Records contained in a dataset
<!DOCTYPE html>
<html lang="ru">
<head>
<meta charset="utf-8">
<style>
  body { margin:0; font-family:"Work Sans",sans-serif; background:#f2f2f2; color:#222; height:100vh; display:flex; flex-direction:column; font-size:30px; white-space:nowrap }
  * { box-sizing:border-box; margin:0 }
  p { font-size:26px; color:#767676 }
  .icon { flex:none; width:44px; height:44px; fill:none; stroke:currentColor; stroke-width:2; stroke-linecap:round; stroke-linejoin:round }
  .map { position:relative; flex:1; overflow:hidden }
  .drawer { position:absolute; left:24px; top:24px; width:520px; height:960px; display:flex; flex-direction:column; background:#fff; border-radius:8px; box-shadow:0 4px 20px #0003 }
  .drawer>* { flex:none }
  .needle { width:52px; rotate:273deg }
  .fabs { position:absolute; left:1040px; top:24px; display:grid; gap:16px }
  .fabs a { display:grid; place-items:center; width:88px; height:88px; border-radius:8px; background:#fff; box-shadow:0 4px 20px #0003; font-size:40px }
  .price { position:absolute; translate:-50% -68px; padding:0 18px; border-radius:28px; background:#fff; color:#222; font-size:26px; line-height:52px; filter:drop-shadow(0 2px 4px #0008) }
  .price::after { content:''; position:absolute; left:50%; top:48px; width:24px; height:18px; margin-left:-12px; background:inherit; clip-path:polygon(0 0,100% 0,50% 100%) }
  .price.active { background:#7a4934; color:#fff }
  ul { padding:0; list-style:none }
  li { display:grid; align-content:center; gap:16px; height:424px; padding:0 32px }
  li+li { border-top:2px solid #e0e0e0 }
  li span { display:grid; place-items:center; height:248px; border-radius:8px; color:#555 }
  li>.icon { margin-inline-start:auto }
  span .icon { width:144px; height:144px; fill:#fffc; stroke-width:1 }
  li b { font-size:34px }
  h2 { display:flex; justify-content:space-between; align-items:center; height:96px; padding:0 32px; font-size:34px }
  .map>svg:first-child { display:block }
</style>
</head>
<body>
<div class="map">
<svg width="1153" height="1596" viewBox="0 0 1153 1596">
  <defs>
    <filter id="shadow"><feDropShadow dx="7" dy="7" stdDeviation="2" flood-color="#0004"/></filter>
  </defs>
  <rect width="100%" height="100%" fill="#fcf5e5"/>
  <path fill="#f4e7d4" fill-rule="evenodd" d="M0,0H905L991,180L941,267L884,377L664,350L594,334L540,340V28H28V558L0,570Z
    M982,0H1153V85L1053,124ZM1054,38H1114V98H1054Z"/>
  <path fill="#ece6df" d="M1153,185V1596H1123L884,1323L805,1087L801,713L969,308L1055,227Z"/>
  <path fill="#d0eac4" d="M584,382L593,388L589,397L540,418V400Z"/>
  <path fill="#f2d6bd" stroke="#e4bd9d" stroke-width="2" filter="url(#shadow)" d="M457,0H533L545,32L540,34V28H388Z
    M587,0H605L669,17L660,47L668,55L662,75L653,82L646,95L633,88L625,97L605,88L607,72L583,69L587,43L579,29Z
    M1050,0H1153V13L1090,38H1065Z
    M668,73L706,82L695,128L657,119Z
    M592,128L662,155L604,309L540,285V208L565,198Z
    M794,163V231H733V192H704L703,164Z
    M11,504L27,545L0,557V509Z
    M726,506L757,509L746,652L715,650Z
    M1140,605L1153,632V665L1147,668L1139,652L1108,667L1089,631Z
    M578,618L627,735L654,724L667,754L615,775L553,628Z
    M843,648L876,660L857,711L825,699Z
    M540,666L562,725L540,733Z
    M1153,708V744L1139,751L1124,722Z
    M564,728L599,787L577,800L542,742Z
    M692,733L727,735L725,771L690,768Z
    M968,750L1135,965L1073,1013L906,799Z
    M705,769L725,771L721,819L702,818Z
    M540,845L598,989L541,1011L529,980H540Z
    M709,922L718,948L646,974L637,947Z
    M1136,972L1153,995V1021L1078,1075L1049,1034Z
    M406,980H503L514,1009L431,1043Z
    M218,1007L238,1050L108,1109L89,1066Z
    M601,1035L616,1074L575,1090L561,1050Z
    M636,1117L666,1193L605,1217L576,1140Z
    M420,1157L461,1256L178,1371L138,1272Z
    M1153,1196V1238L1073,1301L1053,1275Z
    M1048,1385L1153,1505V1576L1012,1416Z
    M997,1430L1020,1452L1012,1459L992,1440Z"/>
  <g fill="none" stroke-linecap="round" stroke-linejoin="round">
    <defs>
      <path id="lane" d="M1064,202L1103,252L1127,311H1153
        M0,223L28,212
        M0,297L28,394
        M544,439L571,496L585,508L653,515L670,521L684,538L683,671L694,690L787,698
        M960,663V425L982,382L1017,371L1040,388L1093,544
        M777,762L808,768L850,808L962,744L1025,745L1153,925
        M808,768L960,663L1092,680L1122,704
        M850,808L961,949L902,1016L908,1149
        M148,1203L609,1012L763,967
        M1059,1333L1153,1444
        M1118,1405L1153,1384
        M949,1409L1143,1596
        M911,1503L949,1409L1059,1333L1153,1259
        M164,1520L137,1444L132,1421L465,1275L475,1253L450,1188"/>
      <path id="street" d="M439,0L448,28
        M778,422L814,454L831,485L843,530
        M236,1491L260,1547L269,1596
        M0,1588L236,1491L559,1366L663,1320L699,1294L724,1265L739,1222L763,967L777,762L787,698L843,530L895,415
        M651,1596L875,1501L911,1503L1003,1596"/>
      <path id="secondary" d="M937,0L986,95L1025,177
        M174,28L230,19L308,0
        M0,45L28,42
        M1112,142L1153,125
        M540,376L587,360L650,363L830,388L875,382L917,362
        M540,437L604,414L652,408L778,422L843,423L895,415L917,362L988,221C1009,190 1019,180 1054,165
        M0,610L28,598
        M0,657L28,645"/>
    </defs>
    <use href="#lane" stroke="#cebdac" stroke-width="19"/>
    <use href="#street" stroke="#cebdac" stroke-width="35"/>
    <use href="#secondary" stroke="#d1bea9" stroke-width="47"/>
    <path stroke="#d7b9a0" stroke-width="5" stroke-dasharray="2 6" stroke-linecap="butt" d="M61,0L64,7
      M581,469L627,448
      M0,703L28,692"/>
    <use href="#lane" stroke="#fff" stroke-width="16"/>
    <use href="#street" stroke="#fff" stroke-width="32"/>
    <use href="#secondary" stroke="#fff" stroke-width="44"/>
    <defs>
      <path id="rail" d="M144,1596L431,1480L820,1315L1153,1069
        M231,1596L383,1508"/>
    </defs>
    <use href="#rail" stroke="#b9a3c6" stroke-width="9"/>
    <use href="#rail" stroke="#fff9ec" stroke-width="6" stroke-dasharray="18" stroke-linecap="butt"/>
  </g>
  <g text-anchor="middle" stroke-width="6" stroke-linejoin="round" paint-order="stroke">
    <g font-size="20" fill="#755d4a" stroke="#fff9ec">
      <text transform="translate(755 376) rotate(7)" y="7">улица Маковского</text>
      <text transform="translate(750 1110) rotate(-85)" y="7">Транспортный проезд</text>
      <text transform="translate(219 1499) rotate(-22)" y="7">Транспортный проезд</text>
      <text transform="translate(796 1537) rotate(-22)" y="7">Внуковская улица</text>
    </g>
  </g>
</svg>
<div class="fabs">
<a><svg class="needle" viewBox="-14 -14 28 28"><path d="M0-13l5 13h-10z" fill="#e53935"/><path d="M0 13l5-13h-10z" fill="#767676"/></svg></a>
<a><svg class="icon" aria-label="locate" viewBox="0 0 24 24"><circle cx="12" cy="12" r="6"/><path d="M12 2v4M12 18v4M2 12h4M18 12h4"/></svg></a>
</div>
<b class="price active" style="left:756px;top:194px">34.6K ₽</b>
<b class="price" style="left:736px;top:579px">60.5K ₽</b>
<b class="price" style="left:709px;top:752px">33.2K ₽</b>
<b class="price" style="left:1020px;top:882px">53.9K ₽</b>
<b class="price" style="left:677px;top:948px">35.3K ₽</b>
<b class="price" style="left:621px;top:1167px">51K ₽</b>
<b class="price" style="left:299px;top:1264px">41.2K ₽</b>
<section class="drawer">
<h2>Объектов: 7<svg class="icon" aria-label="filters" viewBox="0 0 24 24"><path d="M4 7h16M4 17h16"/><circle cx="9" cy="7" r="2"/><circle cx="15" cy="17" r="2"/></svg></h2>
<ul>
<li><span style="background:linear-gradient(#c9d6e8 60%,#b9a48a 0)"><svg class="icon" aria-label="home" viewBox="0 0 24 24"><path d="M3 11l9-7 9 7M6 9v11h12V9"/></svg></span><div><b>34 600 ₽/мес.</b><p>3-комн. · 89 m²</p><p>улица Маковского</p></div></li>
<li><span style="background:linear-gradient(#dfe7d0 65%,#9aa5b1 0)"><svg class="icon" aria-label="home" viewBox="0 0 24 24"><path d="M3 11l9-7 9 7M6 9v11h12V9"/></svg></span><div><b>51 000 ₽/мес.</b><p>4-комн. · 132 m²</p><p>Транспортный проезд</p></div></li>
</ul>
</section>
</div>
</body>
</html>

(Exercise objective) What you return must match, line for line, the data from the line containing "89 m²</p><p>улица Маковского</p></div></li>" to its end, both ends included.

(Completed exercise)
<li><span style="background:linear-gradient(#c9d6e8 60%,#b9a48a 0)"><svg class="icon" aria-label="home" viewBox="0 0 24 24"><path d="M3 11l9-7 9 7M6 9v11h12V9"/></svg></span><div><b>34 600 ₽/мес.</b><p>3-комн. · 89 m²</p><p>улица Маковского</p></div></li>
<li><span style="background:linear-gradient(#dfe7d0 65%,#9aa5b1 0)"><svg class="icon" aria-label="home" viewBox="0 0 24 24"><path d="M3 11l9-7 9 7M6 9v11h12V9"/></svg></span><div><b>51 000 ₽/мес.</b><p>4-комн. · 132 m²</p><p>Транспортный проезд</p></div></li>
</ul>
</section>
</div>
</body>
</html>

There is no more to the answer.